Stored data entries:
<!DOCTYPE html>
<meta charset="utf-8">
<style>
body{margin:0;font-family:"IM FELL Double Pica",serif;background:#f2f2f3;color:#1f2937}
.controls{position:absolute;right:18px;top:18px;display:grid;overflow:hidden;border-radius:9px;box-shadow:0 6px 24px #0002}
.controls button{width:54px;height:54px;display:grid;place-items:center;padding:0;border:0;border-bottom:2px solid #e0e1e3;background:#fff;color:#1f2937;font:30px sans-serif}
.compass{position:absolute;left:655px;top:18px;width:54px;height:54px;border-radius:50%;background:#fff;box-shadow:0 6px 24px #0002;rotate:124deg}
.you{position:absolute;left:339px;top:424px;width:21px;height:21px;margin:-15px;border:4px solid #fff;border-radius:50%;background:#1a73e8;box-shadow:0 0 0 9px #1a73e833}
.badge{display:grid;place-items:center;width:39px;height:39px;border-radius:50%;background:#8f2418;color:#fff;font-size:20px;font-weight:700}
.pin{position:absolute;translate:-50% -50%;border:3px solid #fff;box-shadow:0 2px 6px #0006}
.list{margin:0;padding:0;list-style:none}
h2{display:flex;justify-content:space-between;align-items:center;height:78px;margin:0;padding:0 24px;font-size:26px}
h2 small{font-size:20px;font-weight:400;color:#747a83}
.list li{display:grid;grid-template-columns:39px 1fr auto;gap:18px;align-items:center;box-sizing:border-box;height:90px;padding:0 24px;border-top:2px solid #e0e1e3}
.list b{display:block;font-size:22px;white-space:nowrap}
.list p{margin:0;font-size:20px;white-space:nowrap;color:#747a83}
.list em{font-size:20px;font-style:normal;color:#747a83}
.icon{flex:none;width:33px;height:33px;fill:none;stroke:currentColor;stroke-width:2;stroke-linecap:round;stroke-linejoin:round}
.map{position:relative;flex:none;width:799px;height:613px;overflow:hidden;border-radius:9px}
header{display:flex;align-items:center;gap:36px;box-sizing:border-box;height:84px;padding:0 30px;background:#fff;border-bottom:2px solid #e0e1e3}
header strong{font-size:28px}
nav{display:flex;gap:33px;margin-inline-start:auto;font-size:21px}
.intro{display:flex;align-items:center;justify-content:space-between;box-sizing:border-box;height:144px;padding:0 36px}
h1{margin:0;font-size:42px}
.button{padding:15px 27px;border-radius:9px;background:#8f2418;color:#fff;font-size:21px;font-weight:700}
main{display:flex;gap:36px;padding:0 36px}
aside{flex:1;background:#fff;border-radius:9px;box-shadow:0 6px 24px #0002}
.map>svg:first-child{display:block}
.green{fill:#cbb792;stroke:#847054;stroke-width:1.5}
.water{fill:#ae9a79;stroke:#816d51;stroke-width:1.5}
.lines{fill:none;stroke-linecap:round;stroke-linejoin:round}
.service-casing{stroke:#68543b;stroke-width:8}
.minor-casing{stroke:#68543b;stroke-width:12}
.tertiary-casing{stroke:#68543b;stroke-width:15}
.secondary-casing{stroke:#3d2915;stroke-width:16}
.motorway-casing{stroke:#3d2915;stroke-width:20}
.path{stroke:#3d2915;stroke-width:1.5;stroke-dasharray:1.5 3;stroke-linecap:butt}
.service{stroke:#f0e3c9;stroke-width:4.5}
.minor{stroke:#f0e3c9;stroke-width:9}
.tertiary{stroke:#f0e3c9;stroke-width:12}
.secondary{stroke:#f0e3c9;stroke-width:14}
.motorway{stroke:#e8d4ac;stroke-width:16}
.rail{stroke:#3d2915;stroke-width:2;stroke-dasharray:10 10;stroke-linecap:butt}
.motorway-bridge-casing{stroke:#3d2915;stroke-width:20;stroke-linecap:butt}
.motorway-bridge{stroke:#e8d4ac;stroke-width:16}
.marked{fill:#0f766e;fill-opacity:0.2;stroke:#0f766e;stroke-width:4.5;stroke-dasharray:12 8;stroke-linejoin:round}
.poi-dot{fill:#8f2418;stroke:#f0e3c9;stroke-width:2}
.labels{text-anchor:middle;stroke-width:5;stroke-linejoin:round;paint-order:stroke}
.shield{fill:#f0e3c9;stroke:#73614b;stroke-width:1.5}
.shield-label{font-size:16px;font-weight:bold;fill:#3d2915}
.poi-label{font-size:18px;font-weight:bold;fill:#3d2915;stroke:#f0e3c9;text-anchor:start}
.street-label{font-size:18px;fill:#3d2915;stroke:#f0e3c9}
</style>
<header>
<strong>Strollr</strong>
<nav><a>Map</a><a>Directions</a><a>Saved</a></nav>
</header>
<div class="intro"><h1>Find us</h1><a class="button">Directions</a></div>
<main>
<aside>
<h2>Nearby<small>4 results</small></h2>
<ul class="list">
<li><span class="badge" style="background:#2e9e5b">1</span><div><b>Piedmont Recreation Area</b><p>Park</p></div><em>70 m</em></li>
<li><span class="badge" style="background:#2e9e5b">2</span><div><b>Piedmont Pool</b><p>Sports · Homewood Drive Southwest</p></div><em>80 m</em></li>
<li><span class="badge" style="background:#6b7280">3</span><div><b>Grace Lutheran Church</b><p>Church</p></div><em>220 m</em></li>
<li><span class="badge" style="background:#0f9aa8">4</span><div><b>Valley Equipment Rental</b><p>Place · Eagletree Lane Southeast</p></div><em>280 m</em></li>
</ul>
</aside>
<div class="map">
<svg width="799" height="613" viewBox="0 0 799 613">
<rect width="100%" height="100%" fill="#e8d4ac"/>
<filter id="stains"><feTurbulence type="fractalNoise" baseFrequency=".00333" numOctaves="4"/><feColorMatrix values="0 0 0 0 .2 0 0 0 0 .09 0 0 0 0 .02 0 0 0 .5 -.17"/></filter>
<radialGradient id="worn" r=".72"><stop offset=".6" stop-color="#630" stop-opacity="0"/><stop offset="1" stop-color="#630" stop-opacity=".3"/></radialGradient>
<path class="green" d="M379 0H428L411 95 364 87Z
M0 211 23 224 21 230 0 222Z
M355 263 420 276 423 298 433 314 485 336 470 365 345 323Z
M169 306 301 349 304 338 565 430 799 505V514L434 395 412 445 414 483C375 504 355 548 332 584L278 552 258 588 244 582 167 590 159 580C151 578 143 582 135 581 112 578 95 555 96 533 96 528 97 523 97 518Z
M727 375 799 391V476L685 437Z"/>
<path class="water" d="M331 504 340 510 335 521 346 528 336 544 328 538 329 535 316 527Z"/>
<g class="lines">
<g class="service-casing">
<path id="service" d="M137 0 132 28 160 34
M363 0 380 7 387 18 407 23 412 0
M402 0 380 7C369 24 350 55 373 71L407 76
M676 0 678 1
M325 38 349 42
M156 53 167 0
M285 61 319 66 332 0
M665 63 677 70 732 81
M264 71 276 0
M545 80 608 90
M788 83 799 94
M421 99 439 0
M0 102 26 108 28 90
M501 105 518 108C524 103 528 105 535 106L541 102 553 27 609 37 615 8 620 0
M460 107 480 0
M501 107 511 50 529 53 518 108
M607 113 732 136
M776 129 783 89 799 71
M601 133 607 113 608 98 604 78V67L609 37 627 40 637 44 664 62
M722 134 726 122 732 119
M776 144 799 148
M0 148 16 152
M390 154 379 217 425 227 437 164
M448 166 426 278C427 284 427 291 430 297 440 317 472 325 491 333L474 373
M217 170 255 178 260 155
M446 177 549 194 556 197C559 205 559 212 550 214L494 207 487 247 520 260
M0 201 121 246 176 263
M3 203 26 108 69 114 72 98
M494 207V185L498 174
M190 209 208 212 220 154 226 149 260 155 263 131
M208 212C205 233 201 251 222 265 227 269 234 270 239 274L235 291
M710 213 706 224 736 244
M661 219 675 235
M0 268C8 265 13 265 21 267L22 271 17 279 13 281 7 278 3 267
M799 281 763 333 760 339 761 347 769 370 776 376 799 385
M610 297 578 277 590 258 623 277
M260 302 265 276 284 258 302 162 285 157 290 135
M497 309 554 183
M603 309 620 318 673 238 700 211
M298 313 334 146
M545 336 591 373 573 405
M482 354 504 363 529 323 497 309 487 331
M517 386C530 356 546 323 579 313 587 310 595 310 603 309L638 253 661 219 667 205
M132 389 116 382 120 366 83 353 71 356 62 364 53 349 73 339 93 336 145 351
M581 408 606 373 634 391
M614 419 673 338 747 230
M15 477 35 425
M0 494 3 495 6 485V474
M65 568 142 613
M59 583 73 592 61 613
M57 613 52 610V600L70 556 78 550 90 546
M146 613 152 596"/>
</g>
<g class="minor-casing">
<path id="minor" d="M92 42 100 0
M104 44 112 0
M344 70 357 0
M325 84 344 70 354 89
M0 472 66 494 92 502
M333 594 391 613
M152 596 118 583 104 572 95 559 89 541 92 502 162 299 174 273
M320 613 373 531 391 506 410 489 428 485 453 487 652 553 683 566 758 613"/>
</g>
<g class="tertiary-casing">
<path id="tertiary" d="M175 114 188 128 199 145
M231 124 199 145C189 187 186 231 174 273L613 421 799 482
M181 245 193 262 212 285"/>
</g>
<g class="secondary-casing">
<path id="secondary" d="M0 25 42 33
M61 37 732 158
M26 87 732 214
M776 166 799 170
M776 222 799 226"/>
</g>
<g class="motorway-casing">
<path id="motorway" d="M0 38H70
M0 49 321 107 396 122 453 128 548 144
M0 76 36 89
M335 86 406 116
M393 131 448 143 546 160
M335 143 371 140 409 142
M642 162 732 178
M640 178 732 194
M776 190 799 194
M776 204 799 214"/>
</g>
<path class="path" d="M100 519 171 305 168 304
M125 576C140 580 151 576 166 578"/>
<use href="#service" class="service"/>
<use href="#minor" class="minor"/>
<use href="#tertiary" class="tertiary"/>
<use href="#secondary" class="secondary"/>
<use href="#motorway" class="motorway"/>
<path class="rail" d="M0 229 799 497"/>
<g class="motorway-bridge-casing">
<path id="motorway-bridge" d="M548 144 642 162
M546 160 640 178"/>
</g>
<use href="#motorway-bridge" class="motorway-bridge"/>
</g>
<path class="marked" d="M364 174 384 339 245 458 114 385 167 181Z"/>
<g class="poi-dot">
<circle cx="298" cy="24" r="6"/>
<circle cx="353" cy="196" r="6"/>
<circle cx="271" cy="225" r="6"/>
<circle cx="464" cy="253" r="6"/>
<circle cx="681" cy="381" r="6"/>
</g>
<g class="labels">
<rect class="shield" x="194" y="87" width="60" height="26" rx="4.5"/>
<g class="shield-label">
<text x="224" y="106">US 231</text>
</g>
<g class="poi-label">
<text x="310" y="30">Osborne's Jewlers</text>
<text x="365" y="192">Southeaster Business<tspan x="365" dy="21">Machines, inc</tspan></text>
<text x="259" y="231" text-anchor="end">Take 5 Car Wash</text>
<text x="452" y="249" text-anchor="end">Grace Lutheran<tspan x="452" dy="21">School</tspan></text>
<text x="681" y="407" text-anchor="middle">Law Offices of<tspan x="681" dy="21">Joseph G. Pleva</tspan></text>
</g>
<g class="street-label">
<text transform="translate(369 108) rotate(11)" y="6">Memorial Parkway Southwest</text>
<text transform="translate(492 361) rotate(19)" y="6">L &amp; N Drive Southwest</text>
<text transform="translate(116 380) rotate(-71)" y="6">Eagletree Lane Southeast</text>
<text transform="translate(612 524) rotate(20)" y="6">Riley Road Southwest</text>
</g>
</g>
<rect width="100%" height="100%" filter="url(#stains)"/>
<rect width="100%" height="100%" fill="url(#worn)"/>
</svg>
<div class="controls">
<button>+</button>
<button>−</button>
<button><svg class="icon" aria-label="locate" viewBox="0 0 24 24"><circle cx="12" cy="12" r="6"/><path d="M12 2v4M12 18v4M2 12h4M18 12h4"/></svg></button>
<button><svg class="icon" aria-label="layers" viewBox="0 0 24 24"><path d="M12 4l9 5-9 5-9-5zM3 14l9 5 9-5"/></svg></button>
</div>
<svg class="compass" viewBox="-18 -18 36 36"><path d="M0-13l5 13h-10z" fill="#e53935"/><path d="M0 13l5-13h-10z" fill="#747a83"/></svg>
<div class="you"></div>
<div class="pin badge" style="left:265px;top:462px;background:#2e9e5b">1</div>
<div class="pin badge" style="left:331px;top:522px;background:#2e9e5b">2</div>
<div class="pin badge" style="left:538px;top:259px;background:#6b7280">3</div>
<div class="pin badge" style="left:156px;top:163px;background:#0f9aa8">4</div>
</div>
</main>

## EXERCISE DESCRIPTION
Which of the lines above hold the word "worn"? Copy each one.

## RESPONSE FOR THIS EXERCISE
<radialGradient id="worn" r=".72"><stop offset=".6" stop-color="#630" stop-opacity="0"/><stop offset="1" stop-color="#630" stop-opacity=".3"/></radialGradient>
<rect width="100%" height="100%" fill="url(#worn)"/>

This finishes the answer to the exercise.